Ho passato molte ore della mia vita a Davos, e ancora insisto a frequentarla sulle pagine del capolavoro che l’hanno resa magica. Magia che, a differenza di Torino e Praga le “capitali magiche” per eccellenza, è rigorosamente priva di alcunchè di satanico. Neppure ora che la ridente località sciistica (così la descrivono le guide: ma non chiedetemi cosa ci sia da ridere) grazie ad un astuto signore svizzero, l’economista ed accademico Klaus Schwab, è divenuta famosa per il meeting dei Signori dell’Universo.
Un appuntamento nel corso del quale i ricchi e i potenti del mondo se la raccontano teorizzando ipotesi, disegnando scenari, tratteggiando previsioni sul destino del pianeta. Che anno dopo anno, con una regolarità che neanche il rovescio lungo linea del Divino Federer, puntualmente non si verificano mai. (il mio amico Buddy Fox ha scovato in proposito un catalogo di cazzate davosiane assortite che vanno dalla supposta fine dello spam sino al prossimo fallimento di Google).
Le cazzate più rovinose riguardano ovviamente il comparto economico finanziario: nessuno di questi “esperti” – la pur valida signora Lagarde in testa – è mai riuscito a comprendere nè tantomeno ad anticipare gli eventi. La cosa è tuttavia irrilevante: l’uomo di Davos, come è stata soprannominata questa specie umana, è come gli hippie degli anni ’60, “non pensa al suo futuro”. Qualunque cosa accada, su qualunque Titanic si trovi, il davosiano viaggia in prima classe e ed è perfettamente consapevole che una (ricca) scialuppa per lui ci sarà sempre.

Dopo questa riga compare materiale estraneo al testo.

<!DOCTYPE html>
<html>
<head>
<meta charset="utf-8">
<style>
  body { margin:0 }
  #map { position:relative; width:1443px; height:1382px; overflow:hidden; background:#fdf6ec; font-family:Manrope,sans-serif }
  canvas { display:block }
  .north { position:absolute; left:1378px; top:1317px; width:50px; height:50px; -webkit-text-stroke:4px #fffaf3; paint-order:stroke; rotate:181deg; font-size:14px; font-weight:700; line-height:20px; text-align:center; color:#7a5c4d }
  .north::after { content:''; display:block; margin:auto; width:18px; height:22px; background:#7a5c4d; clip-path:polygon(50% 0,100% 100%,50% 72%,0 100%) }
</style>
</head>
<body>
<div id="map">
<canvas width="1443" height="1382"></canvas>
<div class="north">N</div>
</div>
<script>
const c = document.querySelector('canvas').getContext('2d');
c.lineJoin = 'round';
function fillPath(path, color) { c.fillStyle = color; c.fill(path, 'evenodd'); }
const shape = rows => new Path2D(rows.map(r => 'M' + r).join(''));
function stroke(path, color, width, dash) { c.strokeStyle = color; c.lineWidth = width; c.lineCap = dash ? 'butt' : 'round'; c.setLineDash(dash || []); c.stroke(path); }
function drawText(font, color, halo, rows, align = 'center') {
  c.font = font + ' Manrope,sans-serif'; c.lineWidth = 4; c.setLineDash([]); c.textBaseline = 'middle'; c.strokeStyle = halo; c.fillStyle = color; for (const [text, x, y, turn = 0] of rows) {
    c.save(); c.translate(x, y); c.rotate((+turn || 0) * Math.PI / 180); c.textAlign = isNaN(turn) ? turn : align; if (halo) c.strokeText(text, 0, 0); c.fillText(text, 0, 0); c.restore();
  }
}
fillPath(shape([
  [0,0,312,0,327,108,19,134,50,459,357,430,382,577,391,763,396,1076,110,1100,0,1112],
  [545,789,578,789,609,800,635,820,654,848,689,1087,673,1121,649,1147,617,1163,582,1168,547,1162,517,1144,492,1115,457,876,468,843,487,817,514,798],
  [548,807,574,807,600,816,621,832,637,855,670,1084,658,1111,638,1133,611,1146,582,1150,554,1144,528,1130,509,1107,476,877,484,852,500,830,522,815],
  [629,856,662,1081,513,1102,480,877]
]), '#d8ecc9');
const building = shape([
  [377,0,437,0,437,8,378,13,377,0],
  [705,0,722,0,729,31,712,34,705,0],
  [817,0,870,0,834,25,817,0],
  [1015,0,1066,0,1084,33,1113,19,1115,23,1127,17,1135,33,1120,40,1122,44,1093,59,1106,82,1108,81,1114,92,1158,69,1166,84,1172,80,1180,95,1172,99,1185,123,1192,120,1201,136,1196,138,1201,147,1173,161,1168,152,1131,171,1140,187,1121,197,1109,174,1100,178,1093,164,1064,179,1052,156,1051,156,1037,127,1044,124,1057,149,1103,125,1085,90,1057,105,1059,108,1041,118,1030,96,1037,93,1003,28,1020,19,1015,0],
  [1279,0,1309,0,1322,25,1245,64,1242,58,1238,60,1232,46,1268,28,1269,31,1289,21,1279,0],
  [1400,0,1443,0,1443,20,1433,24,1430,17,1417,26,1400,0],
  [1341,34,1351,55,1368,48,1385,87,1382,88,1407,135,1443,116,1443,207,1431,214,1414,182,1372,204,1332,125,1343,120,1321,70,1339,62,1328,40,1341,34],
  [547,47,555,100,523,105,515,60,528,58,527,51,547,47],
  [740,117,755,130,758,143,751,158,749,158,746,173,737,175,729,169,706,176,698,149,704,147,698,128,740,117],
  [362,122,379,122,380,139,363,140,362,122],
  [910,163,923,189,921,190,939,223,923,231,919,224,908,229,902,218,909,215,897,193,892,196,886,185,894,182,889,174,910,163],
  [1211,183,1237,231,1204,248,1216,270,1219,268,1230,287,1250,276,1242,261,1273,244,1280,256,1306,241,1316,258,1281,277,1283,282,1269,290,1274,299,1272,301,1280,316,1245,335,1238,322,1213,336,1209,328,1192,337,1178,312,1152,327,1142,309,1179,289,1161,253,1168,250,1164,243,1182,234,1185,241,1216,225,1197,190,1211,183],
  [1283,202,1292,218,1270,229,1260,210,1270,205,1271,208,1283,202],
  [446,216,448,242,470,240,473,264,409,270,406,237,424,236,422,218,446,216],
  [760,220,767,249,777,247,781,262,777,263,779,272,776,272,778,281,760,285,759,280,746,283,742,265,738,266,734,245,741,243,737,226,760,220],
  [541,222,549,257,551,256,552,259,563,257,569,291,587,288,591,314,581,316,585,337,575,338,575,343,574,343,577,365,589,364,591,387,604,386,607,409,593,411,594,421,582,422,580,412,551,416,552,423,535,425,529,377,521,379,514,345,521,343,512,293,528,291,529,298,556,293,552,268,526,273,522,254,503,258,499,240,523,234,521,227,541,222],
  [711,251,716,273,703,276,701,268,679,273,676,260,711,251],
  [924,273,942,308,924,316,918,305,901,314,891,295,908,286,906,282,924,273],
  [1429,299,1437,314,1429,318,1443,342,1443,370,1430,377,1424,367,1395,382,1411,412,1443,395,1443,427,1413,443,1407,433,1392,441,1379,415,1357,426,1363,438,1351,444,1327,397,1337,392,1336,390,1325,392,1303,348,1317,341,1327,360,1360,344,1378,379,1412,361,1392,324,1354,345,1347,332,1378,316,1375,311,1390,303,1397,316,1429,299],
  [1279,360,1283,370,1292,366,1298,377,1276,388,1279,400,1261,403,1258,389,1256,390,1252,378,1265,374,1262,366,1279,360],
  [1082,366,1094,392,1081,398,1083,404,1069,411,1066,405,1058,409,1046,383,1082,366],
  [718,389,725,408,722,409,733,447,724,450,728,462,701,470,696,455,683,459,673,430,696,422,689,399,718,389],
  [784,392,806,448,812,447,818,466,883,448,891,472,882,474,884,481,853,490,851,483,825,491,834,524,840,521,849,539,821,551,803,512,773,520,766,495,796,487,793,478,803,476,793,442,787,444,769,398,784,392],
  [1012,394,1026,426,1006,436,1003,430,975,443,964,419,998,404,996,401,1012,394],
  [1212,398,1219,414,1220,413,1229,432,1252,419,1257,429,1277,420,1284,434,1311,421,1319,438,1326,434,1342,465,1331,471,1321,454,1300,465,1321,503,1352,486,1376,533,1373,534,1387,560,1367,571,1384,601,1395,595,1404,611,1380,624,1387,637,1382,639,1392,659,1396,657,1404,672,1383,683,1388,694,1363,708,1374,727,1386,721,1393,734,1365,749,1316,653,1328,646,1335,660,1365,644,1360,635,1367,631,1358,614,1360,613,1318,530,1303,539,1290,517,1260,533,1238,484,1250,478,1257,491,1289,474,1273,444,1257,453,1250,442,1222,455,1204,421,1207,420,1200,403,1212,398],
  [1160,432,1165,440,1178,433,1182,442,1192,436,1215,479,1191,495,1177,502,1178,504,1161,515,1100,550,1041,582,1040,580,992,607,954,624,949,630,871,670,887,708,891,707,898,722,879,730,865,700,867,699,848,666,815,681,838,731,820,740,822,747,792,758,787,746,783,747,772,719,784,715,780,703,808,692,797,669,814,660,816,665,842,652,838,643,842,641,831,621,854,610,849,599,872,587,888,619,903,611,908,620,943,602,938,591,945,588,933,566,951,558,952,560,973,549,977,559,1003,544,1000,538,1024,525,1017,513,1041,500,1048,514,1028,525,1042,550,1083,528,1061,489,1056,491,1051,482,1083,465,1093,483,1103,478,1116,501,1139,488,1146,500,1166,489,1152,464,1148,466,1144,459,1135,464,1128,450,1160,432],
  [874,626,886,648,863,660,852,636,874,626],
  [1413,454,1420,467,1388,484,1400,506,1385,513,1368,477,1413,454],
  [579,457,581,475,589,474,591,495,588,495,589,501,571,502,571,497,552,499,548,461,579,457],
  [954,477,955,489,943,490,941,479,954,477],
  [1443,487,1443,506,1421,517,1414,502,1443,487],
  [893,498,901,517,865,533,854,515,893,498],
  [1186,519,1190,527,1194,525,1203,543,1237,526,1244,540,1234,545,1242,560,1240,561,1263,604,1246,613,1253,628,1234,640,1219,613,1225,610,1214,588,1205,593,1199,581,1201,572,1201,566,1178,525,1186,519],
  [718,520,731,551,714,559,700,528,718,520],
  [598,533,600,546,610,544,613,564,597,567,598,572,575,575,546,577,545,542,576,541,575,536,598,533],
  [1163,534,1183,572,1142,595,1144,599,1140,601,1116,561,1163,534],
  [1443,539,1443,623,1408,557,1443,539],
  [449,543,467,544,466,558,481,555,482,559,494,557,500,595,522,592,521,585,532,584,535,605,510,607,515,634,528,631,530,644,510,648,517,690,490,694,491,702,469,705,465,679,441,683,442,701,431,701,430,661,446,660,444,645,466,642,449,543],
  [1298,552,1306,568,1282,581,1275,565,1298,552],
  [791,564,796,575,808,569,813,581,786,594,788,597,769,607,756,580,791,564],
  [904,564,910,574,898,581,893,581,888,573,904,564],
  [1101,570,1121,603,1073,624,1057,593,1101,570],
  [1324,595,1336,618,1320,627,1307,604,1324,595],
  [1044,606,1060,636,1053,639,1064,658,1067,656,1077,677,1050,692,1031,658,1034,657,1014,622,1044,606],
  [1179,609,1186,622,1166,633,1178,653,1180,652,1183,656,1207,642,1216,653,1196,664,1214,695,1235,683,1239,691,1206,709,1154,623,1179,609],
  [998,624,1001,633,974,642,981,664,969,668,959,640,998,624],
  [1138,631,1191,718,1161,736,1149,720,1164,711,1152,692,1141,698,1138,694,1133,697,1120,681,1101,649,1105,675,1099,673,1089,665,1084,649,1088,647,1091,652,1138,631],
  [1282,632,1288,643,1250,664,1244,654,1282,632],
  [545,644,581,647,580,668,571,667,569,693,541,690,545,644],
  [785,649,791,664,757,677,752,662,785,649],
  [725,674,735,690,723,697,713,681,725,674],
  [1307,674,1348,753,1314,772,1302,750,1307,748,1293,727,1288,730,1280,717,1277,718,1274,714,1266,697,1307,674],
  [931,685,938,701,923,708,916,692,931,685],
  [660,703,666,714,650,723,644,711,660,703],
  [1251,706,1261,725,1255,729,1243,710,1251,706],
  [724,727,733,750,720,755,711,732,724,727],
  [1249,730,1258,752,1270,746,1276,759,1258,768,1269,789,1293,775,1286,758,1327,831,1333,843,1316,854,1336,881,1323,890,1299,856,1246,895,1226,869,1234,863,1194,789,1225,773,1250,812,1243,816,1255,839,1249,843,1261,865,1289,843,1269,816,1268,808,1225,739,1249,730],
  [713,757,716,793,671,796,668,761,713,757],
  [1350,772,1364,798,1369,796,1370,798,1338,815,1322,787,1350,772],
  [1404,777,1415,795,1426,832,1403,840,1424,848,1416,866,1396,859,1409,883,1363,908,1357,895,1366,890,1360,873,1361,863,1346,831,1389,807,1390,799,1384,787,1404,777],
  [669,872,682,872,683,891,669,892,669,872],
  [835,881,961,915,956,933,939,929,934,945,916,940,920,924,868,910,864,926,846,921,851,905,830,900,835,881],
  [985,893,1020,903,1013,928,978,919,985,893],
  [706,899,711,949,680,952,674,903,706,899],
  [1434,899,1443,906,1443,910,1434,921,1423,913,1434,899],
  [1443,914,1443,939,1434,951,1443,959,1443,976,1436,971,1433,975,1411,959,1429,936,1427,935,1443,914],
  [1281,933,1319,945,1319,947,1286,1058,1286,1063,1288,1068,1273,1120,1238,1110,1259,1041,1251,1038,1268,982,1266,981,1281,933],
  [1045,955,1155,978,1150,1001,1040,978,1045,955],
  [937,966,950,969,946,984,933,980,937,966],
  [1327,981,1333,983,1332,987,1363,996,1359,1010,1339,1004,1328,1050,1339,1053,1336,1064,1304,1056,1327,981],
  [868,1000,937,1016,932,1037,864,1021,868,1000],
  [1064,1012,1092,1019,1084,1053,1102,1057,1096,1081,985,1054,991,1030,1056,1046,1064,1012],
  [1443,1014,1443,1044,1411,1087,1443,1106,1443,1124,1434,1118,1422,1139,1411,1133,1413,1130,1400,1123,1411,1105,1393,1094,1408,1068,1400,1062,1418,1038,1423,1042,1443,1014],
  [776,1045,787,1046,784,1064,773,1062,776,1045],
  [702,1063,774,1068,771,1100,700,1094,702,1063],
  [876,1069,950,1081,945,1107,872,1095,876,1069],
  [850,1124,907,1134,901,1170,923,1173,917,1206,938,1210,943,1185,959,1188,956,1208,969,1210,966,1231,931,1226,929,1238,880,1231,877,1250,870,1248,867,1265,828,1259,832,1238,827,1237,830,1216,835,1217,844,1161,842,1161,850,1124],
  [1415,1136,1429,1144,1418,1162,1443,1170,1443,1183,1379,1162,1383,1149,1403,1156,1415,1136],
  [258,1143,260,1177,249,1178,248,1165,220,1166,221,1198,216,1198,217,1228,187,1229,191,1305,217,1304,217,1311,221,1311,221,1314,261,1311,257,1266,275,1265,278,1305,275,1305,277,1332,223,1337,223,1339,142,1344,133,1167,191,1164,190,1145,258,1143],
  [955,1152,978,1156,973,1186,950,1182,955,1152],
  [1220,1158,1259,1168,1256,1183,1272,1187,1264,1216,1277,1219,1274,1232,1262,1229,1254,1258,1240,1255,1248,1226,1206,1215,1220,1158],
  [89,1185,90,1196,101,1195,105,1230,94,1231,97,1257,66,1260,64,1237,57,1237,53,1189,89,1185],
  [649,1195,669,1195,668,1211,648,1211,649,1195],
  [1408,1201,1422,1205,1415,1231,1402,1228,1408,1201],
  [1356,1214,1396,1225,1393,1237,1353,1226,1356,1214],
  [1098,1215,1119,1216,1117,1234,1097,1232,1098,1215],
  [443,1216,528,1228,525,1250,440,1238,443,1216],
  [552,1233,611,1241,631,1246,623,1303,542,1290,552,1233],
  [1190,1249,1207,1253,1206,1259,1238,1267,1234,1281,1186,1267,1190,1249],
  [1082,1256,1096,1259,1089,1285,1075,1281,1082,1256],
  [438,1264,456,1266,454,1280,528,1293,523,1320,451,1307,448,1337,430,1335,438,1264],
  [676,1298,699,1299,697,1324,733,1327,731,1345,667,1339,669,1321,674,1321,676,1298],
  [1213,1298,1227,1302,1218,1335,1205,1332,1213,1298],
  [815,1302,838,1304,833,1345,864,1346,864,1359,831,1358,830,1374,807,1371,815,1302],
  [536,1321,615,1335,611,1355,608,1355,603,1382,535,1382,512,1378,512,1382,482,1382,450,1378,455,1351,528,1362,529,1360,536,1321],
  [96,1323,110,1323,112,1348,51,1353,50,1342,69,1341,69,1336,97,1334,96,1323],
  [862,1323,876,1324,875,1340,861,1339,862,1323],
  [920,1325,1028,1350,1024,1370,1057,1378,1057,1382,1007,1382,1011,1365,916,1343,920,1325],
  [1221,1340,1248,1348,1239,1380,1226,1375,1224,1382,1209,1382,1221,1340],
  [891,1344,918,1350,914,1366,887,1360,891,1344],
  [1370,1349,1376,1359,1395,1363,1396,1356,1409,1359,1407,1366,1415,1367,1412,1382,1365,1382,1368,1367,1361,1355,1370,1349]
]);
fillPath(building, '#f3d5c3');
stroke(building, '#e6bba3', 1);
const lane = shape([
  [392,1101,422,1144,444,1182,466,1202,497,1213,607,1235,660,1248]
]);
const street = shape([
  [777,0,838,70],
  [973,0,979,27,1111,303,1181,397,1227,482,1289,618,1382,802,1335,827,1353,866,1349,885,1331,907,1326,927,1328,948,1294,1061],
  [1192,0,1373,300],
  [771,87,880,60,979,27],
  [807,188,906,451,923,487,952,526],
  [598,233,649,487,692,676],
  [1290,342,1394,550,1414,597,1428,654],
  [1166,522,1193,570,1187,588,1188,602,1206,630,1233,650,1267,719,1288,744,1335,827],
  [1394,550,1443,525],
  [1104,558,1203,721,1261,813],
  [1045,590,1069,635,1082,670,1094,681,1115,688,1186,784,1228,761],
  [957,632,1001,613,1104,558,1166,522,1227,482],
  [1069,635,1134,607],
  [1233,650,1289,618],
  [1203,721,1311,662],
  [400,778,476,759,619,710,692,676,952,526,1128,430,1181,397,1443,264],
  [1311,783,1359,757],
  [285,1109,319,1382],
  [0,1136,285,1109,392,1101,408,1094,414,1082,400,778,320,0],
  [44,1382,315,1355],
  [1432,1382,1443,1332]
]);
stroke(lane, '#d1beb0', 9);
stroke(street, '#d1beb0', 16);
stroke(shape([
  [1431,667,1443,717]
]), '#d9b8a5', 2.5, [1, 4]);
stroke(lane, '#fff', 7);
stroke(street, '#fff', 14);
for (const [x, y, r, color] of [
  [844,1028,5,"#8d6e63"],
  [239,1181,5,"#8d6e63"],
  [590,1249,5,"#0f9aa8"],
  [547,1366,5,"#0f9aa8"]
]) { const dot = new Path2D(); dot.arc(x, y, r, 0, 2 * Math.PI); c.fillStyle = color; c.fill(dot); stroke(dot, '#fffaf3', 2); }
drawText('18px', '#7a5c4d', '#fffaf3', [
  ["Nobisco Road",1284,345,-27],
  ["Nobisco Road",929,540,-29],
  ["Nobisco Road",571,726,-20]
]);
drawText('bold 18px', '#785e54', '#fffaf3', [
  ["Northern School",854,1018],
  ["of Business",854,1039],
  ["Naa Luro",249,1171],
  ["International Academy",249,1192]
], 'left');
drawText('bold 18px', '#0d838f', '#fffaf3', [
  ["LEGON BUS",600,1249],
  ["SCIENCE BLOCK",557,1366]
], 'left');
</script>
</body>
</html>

Leggendo i resoconti, quest’anno pare che a Davos si siano superati. Cosa non facile. Alla signora Merkel che ha tenuto una solida lezione di storia ricordando come il protezionismo sia stato una delle cause della crisi del ’29 e della nascita dei totalitarismi, pochi hanno obiettato che il suo nobile globalismo poggia su di un surplus commerciale spaventoso a favore del paesuzzo suo. Per non parlare degli applausi riservati al premier indiano, l’ultranazionalista Narendra Modi, protezionista radicale ed induista integerrimo che simpaticamente attizza l’odio verso i mussulmani del suo paese. Ovviamente il nemico della stampa europea, non tutta a dire il vero, è Donald Trump, accolto tuttavia benissimo dai davosiani nonostante le minacce di introdurre dazi doganali; si sa l’uomo di Davos non ha principi, ma solo interessi.
Nonostante tutto, nonostante Trump, gli Stati Uniti restano il paese più aperto commercialmente del mondo, con un enorme disavanzo a favore di Cina, Giappone, Messico. Un dato di realtà che scavalca le ideologie e persino le antipatie. Dire come fa Trump che questo squilibrio deve essere in qualche modo sanato, non sembra quindi un’eresia e neppure la miccia paventata dalla signora Merkel di nuovi terribili disordini mondiali.
La globalizzazione – “questa” globalizzazione: non è la prima – è un evento benedetto. In Oriente ha liberato da fame e povertà secolari centinaia di milioni di persone. Al tempo stesso, “questa” globalizzazione ha massacrato il segmento meno specializzato e tecnologico della classe operaia occidentale, contribuendo inoltre all’estinzione della così detta classe media, i “five million” che in Italia sono i responsabili di tutti gli acquisti culturali: cinema, teatro, giornali, libri.
E allora vuoi vedere che il signor Trump potrebbe avere anche un po’ di ragione? Che l’assenza di equilibrio nel commercio mondiale è una follia? Che gli aiuti stabiliti nel 2000 da WTO a favore delle economia in via di sviluppo hanno fatto il loro tempo? Che l’austerità alla tedesca fotte noi, la Francia e la Spagna?
E’ vero, il signor Trump è tra le cose più disgustose mai apparse sugli schermi dai tempi del cinema muto. Ma se domani ciuffolone twittasse che la Terra è rotonda e gira intorno al Sole, dovremmo necessariamente dargli torto?